L'interview de Renaud Buronfosse du CISMA

"Avec un CA de 4,5 milliards d’euros, le secteur de la manutention ne s’était pas aussi bien porté depuis 2009"

- Renaud Buronfosse, Délégué Général du CISMA

Les ventes de systèmes automatisés sont en passe de dépasser celles des chariots industriels

Jusqu’à il y a peu, le marché des chariots industriels dépassait celui des systèmes automatisés en France et en Europe. En 2017, ces deux marchés pesaient à égalité aux alentours de 1,5 milliard d’euros. Cette année, les chariots industriels devraient être en infériorité.

Principale raison à cela selon le Cisma : l’automatisation désirée par beaucoup d’entreprises a poussé les constructeurs à faire évoluer leur offre.

Ceux qui ne faisaient que du chariot classique se sont mis à la robotisation, de même que les rayonnages statiques sont devenus dynamiques.
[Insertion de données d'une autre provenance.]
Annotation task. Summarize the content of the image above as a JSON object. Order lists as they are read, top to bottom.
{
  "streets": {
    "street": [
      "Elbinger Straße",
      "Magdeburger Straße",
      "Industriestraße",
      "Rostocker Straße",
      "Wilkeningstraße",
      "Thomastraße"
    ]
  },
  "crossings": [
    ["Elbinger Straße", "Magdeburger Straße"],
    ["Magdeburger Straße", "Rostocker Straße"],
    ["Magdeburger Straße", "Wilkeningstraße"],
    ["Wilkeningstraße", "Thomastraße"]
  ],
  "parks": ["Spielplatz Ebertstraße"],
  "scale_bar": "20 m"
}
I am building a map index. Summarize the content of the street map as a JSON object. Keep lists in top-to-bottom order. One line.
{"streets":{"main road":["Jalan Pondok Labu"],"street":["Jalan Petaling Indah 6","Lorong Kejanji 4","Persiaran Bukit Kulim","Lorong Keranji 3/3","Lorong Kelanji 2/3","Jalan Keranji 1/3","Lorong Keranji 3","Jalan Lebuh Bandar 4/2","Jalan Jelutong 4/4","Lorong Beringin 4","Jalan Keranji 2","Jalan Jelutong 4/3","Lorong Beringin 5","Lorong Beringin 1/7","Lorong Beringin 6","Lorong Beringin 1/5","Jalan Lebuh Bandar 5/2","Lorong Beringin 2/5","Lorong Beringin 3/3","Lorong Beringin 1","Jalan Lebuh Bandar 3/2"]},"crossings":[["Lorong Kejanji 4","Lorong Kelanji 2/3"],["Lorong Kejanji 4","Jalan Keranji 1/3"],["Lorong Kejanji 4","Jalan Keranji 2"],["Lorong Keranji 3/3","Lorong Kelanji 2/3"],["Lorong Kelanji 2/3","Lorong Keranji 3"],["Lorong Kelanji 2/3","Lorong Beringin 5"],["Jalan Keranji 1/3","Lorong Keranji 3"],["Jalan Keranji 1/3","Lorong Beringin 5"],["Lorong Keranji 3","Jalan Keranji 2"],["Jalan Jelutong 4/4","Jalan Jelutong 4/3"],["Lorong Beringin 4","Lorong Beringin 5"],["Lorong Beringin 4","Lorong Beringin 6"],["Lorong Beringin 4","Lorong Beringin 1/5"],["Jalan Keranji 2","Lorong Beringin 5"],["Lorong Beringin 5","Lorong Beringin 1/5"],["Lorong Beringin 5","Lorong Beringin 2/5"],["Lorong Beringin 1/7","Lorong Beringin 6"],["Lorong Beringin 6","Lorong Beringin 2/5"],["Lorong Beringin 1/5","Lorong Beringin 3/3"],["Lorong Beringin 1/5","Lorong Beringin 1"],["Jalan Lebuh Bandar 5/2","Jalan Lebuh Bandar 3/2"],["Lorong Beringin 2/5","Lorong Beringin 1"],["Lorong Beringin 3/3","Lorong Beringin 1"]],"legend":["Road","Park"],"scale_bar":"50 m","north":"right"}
Les entreprises exigent désormais des « solutions » et non plus seulement du matériel de manutention et les constructeurs doivent en conséquence être de plus en plus polyvalents, ce qu’ils parviennent à devenir soit par le rachat d’autres entreprises, soit en Interview de Renaud Buronfosse, Délégué Général du CISMA se rapprochant d’autres, avec des compétences complémentaires.

Le secteur de la manutention est donc très dynamique, avec un chiffre d’affaires de production en 2017 de plus de 4,5 milliards d’euros en France. 

Les entreprises du secteur de la manutention sont confiantes

Le dernier Indicateur du Sentiment Econo-mique (ISE*), publié en février 2018 par le Cisma, atteint les 32,3%, un niveau de confiance atteint la dernière fois en 2007.

Ce record s’explique par :

  • un contexte économique porteur
  • une hausse des dépenses d’investissement productif,
  • avec des besoins d’équipements de manutention qui restent par conséquent importants.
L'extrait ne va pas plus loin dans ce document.